/Two-pass-Assembler

:computer:COMPUTER ARCHITECTURE:credit_card: Designed a 32-bit ISA and implemented a two pass assembler using C code to demonstrate how assembly language computation occurs with the help of different sets of instructions and different addressing modes defined in ISA. It converted Assembly Language code into Machine Language code and then using the machine language code generated executed the program. :musical_keyboard:

Primary LanguageC

=======================================================================================================================================

PROGRAM MANUAL

========================================================================================================================================

THE PROGRAMS

  • PROGRAM 1 :: Find frequency of a given number in an integer array
  • PROGRAM 2 :: Binary Search for an integer

PART 1 :: FROM ASSEMBLY CODE TO BINARY

  • Extract everything to the single folder
  • Put the assembly code in ‘input_instructions.txt’
  • Run main.cpp and give the base address as 200 (or any value much lesser than 1024)
  • Output machine code is found in ‘output_machine_code.txt’
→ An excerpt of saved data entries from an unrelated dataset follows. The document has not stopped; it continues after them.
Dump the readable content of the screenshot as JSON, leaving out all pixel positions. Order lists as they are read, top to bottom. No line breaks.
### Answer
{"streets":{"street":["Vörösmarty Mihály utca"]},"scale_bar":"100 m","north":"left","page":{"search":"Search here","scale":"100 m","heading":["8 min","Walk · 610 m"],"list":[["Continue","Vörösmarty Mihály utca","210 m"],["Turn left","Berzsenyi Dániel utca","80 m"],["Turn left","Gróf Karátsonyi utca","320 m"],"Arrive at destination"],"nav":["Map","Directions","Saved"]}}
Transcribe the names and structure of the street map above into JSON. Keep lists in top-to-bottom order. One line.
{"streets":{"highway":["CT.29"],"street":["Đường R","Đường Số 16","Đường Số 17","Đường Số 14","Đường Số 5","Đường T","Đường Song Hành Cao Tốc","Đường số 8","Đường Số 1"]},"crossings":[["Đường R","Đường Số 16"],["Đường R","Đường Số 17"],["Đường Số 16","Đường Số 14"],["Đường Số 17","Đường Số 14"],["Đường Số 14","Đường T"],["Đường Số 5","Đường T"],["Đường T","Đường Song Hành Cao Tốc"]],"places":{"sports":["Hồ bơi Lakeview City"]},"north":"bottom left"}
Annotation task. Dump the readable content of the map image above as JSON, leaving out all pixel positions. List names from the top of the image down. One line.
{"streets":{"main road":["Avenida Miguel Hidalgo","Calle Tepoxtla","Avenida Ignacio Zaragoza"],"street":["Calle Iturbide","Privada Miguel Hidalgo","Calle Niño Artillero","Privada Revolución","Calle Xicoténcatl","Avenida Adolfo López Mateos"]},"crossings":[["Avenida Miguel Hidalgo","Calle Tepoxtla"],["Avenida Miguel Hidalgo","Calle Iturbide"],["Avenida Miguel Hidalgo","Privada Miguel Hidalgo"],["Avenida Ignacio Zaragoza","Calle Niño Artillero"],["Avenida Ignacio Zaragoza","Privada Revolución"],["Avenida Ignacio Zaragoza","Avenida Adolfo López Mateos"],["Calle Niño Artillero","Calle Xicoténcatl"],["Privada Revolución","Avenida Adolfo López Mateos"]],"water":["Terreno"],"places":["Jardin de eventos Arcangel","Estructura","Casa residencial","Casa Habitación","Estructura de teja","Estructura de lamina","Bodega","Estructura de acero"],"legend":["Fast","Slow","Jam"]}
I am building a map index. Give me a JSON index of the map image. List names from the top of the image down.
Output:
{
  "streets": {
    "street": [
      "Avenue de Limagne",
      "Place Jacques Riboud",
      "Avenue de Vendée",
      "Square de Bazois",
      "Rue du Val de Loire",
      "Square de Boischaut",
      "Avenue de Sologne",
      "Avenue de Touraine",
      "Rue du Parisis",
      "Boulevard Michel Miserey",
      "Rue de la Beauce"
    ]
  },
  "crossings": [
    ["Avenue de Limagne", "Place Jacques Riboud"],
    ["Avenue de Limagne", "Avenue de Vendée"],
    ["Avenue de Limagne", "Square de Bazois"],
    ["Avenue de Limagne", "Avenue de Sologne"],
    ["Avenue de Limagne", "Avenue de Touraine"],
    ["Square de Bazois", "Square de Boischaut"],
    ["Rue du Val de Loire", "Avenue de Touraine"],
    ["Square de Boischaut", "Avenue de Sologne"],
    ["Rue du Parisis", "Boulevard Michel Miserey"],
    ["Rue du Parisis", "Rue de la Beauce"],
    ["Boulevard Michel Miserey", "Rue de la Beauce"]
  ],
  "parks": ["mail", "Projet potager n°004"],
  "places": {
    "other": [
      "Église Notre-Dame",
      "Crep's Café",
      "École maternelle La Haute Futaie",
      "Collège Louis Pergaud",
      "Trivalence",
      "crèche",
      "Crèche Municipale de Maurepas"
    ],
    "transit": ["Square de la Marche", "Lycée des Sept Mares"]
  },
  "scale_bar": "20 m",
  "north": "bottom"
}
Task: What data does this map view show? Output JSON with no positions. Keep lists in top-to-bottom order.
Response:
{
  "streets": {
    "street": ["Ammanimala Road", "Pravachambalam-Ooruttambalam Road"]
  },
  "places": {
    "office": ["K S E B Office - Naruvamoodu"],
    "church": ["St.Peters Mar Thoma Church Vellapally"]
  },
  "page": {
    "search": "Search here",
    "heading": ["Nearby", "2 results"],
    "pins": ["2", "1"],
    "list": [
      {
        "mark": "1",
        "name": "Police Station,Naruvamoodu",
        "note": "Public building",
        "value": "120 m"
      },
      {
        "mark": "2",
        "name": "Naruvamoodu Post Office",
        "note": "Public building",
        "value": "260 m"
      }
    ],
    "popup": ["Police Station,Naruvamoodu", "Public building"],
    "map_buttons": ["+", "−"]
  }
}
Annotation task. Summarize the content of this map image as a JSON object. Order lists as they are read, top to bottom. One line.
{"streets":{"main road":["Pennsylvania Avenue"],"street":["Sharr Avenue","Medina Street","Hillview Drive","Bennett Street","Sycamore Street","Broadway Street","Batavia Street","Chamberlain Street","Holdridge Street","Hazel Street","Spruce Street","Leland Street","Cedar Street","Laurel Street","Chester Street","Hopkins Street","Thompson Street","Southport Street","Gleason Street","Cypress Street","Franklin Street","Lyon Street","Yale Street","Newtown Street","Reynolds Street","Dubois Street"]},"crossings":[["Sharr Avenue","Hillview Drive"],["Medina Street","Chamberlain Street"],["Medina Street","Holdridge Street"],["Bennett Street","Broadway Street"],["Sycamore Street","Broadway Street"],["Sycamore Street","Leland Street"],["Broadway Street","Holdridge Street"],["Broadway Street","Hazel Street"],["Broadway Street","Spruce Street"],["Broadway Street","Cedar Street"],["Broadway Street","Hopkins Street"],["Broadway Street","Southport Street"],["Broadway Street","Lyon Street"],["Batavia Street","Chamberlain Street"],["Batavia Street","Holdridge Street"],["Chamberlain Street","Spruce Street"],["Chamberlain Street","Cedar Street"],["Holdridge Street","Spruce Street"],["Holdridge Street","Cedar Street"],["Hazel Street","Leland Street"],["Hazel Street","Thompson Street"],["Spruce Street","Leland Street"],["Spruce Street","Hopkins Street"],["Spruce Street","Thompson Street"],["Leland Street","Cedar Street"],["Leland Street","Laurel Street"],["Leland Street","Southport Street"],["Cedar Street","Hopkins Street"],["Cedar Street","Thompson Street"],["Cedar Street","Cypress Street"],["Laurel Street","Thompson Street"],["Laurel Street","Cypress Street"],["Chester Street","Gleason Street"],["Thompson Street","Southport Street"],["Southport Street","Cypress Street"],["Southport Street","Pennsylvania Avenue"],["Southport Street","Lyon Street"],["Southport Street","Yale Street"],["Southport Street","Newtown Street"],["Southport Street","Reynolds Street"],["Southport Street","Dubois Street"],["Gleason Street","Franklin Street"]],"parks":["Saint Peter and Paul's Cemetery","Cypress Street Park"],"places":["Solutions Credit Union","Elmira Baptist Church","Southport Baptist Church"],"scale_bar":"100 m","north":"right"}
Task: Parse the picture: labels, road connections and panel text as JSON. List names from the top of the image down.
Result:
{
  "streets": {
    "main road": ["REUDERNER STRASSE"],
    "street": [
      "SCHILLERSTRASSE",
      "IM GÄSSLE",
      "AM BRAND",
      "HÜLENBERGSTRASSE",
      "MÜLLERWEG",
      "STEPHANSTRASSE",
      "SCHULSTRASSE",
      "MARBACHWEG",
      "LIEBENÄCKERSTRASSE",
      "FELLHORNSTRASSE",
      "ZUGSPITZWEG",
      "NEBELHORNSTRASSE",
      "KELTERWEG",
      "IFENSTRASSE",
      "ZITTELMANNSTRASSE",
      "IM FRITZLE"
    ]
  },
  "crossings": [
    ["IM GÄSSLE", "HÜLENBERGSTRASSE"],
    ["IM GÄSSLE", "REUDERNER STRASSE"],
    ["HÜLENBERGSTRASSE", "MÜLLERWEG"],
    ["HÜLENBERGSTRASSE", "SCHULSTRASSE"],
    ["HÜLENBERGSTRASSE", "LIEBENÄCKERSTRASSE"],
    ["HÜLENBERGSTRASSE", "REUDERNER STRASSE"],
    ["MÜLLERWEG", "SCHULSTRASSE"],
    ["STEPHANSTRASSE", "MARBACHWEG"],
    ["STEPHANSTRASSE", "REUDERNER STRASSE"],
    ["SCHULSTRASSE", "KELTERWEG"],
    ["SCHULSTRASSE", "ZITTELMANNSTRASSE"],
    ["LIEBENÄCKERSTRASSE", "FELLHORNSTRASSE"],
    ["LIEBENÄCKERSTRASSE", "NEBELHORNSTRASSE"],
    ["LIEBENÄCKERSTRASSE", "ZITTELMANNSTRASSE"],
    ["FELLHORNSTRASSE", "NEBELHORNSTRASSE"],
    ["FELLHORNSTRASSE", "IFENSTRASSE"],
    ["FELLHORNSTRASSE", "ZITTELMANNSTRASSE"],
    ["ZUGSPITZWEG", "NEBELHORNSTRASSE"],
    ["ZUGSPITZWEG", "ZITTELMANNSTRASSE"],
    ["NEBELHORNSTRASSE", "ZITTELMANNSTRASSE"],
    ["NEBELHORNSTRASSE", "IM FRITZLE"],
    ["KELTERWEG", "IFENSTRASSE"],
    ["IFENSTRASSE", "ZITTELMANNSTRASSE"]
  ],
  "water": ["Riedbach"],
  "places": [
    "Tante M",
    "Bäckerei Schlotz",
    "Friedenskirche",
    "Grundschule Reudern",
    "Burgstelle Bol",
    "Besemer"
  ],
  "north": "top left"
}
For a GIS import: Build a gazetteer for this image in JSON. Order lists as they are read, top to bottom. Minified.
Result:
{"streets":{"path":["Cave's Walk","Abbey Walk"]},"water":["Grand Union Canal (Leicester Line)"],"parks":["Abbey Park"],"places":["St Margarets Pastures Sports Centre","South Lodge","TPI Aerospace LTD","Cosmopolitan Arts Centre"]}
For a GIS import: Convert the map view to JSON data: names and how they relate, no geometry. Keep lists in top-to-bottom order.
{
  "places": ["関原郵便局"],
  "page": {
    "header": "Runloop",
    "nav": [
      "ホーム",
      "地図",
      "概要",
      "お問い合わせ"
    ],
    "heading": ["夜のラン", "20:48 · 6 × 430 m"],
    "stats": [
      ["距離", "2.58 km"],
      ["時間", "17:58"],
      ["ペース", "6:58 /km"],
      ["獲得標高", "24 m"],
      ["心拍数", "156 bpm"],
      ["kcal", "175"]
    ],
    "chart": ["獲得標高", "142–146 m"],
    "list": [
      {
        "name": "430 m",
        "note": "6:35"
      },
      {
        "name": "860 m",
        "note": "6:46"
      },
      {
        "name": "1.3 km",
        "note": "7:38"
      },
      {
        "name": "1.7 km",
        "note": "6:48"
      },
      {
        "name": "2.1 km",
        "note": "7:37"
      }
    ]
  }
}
NOTE :: Pre-run inputs and outputs can be found ‘Assembly CODE 1’(‘Assembly CODE 2’) and ‘Output Code1’(‘Output Code2’)

Abstract Explanation of Algorithm

STEP1 :: Opcodes along with their assigned machine codes and expected operand formats i.e.

    rri = reg reg imm. addr.
    rrr = reg reg reg
    ri  = reg imm.
    rr  = reg reg
    a   = add
    z   = zero

are read from ‘input_opcode.txt’ by the program and are stored as a HASH TABLE( to reduce time complexity while searching for those opcodes)

/We have used 2 pass assembler to remove forward addressing problem/

STEP2 :: In pass 1, a symbol table of all labels is generated which can be read in ‘symbol_table.txt’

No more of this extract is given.